▶ _What is needed_
All of the data below should be repeated exactly. Pictures should not be included.

▶ _Dataset extract_
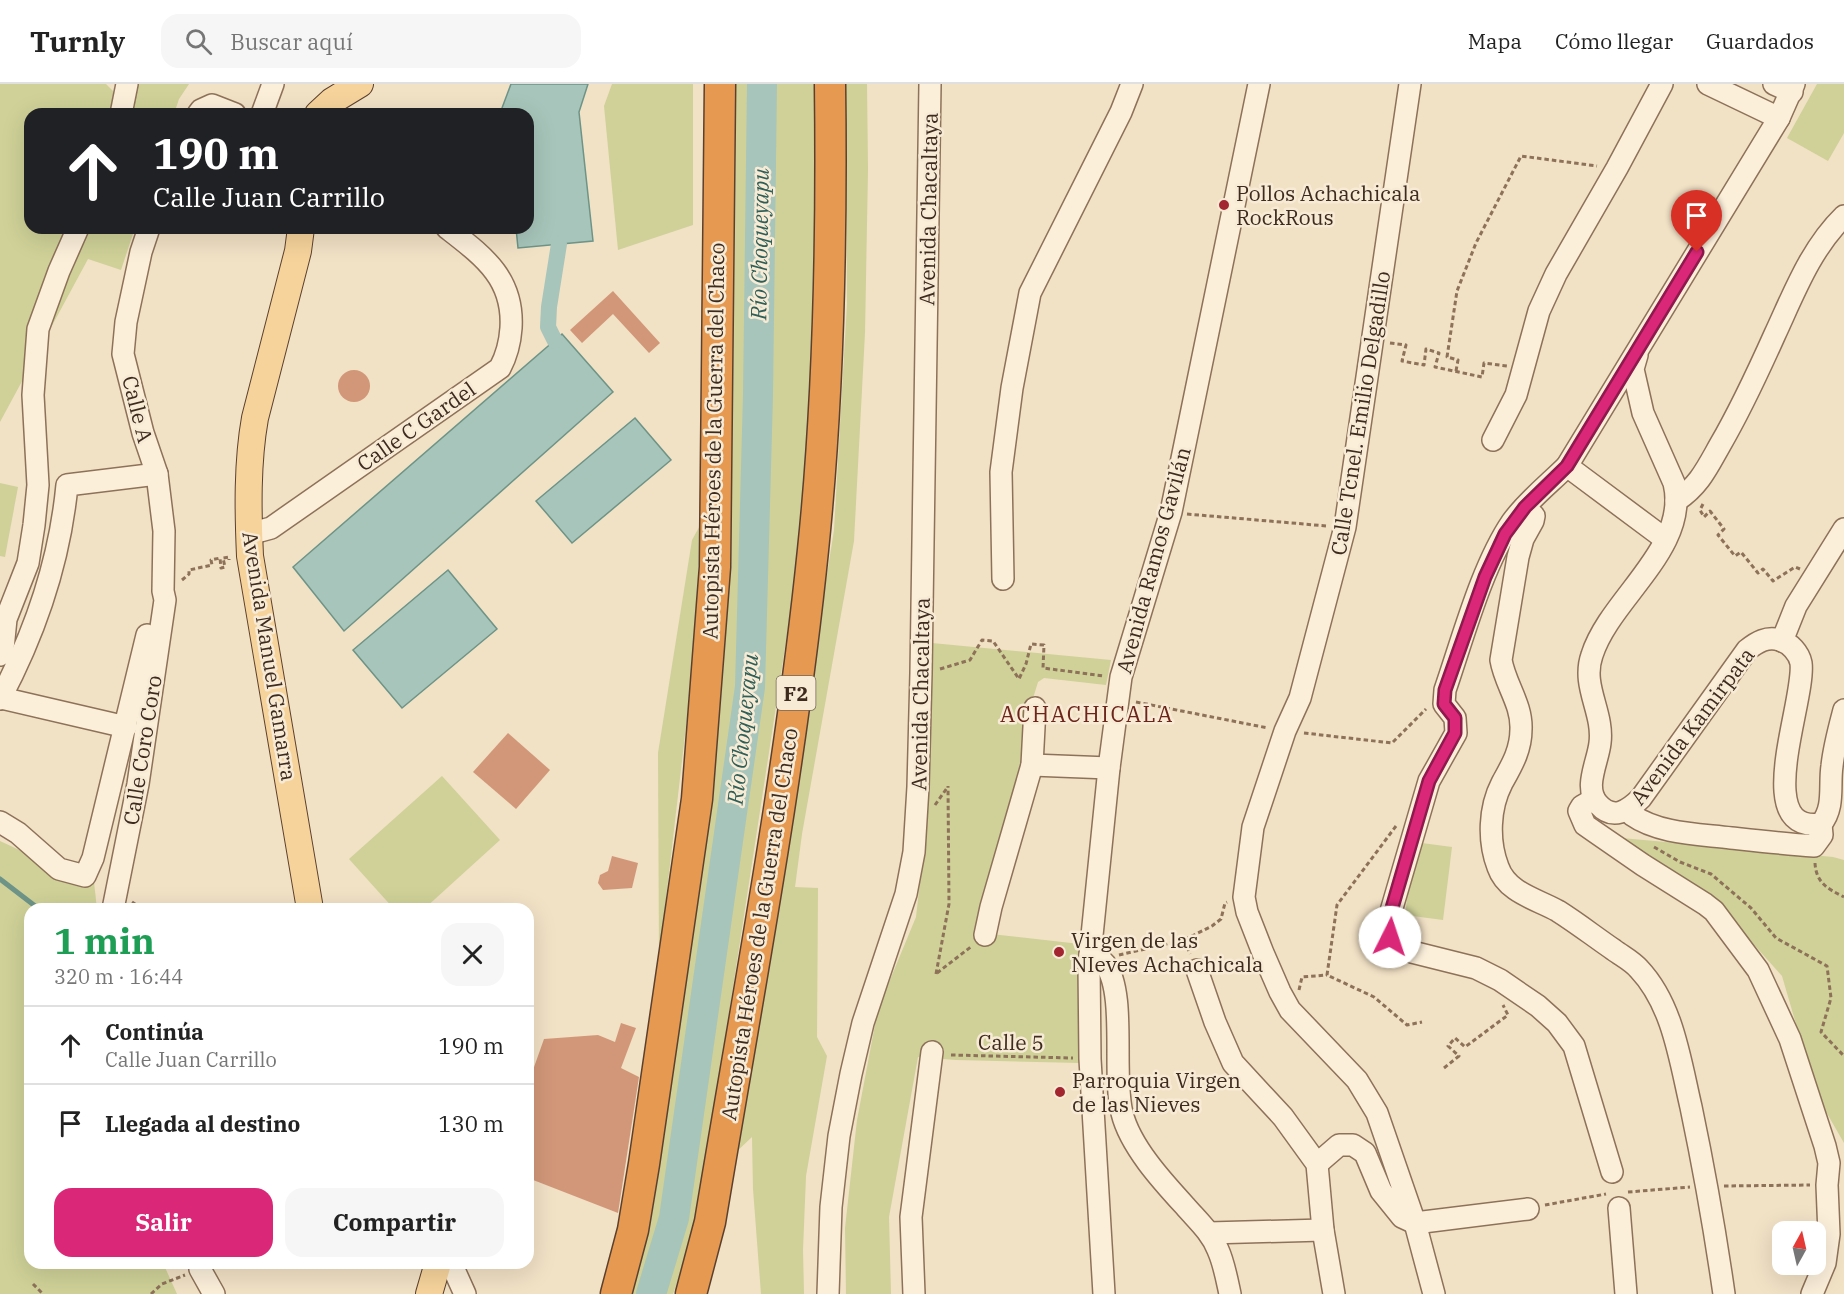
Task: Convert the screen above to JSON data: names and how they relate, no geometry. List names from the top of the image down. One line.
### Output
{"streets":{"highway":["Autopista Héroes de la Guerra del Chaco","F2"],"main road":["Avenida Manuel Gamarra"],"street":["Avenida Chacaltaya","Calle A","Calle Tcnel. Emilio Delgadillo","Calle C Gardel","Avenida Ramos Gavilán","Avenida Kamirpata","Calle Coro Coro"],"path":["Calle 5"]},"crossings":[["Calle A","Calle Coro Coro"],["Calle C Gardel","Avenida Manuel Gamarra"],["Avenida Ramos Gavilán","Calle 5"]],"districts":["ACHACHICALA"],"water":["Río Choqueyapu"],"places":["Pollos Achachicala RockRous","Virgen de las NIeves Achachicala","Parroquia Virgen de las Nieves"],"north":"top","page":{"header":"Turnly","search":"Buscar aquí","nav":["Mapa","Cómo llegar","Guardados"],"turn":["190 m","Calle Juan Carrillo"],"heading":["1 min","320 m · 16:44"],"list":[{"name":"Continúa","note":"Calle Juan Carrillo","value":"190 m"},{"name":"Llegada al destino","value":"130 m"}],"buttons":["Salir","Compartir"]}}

▶ _Expected answer_
Task: Convert the screen above to JSON data: names and how they relate, no geometry. List names from the top of the image down. One line.
### Output
{"streets":{"highway":["Autopista Héroes de la Guerra del Chaco","F2"],"main road":["Avenida Manuel Gamarra"],"street":["Avenida Chacaltaya","Calle A","Calle Tcnel. Emilio Delgadillo","Calle C Gardel","Avenida Ramos Gavilán","Avenida Kamirpata","Calle Coro Coro"],"path":["Calle 5"]},"crossings":[["Calle A","Calle Coro Coro"],["Calle C Gardel","Avenida Manuel Gamarra"],["Avenida Ramos Gavilán","Calle 5"]],"districts":["ACHACHICALA"],"water":["Río Choqueyapu"],"places":["Pollos Achachicala RockRous","Virgen de las NIeves Achachicala","Parroquia Virgen de las Nieves"],"north":"top","page":{"header":"Turnly","search":"Buscar aquí","nav":["Mapa","Cómo llegar","Guardados"],"turn":["190 m","Calle Juan Carrillo"],"heading":["1 min","320 m · 16:44"],"list":[{"name":"Continúa","note":"Calle Juan Carrillo","value":"190 m"},{"name":"Llegada al destino","value":"130 m"}],"buttons":["Salir","Compartir"]}}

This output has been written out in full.